* Data for this task

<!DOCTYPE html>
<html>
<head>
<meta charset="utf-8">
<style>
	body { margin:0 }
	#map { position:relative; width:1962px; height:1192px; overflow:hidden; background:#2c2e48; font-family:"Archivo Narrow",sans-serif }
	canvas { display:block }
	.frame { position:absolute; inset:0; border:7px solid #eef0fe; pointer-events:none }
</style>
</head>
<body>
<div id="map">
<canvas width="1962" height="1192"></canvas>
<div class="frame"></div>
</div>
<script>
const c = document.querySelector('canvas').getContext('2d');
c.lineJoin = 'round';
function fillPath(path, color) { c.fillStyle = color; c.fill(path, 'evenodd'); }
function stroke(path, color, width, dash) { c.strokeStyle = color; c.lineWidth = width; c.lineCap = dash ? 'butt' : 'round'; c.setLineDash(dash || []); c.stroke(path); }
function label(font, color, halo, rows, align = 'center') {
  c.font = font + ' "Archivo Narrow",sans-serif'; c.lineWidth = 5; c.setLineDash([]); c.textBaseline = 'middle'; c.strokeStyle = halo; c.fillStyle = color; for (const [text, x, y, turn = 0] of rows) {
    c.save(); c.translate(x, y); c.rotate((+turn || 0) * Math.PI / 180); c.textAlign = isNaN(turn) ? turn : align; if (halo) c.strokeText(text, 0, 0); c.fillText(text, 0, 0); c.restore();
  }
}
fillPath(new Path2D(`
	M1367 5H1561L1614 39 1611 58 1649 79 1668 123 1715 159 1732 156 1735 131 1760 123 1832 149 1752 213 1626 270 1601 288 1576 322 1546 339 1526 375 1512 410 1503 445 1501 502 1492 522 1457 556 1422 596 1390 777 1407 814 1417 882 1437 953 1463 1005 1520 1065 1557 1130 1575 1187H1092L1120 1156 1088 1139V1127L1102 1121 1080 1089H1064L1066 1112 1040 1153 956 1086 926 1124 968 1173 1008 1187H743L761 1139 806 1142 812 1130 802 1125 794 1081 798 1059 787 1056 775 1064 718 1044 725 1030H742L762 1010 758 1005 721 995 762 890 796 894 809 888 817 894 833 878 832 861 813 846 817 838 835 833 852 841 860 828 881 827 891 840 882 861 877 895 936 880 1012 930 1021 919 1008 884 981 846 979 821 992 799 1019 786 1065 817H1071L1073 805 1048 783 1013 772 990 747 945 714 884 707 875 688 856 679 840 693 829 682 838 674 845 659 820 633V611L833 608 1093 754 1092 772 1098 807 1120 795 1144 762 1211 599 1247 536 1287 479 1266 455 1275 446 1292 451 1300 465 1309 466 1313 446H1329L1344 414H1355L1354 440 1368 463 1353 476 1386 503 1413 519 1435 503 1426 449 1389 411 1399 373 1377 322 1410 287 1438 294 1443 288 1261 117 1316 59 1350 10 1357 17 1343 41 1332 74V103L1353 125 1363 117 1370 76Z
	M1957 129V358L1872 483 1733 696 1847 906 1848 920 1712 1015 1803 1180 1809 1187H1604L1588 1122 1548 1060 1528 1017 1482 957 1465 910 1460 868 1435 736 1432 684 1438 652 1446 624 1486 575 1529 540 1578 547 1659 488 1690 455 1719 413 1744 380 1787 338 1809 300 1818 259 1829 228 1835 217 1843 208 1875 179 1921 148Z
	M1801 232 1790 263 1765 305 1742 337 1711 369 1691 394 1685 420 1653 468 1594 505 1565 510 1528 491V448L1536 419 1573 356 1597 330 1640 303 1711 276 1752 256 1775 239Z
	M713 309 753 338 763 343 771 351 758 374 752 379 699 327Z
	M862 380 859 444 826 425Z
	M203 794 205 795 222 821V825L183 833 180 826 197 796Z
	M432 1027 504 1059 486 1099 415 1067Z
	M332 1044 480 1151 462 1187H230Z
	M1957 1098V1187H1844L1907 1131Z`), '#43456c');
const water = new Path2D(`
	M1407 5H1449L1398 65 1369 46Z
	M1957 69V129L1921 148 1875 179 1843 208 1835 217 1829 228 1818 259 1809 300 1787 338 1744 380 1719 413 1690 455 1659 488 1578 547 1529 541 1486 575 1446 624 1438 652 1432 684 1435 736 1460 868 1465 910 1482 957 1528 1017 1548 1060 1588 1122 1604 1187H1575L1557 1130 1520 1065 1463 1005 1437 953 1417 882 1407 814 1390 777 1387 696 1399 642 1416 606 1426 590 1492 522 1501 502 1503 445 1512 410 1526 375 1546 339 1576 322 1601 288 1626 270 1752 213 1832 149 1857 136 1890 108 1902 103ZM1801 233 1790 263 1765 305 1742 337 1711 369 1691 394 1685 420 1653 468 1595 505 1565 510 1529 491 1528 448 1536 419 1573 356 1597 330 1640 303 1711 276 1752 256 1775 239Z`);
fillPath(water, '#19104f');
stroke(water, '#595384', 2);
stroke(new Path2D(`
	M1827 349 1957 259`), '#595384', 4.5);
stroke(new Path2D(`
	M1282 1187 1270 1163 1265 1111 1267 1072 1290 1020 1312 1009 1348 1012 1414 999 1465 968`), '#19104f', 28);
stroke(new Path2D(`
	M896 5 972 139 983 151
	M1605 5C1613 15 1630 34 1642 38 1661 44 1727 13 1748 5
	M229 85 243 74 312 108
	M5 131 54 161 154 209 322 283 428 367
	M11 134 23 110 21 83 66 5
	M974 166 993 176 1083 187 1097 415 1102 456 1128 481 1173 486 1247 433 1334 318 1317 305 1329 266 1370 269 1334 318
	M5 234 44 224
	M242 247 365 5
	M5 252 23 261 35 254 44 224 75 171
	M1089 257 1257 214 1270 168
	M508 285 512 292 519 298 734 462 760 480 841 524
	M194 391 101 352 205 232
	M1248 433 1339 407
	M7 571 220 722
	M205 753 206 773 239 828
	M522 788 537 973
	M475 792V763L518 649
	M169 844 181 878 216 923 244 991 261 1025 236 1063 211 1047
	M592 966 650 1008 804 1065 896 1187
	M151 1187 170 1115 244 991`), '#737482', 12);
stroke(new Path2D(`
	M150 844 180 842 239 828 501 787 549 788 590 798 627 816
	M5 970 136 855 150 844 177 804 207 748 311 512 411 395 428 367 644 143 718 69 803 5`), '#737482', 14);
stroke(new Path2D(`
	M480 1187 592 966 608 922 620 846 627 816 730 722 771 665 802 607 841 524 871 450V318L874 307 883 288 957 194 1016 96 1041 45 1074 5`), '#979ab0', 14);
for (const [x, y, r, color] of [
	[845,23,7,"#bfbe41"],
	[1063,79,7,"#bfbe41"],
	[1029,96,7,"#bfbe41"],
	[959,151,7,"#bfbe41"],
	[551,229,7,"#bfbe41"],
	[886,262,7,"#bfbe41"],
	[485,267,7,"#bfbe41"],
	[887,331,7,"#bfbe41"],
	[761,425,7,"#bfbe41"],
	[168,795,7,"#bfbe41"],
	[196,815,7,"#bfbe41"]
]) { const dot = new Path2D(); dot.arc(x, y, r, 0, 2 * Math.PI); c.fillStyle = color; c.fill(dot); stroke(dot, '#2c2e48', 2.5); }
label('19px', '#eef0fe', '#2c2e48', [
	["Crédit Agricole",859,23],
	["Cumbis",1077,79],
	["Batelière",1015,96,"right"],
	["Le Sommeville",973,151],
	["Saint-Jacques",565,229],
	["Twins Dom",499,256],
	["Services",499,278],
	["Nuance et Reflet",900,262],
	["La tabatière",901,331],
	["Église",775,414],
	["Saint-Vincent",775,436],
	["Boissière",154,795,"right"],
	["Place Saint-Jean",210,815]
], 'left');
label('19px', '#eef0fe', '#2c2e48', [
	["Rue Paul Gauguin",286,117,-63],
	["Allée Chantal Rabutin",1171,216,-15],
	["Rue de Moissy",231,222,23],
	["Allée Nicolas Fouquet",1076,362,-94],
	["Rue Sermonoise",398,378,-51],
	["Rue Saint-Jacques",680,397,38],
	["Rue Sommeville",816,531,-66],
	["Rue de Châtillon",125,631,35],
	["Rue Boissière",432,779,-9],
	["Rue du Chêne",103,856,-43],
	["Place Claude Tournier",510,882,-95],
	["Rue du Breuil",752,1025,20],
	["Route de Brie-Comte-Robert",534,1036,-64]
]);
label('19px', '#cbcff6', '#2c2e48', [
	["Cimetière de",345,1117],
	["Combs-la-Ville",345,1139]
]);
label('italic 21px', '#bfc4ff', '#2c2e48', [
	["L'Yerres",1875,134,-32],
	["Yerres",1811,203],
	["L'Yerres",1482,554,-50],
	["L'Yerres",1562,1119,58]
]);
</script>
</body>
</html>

* Task description
The answer must be a single number: how many lines of the records contain the string "Saint".

* Task response
4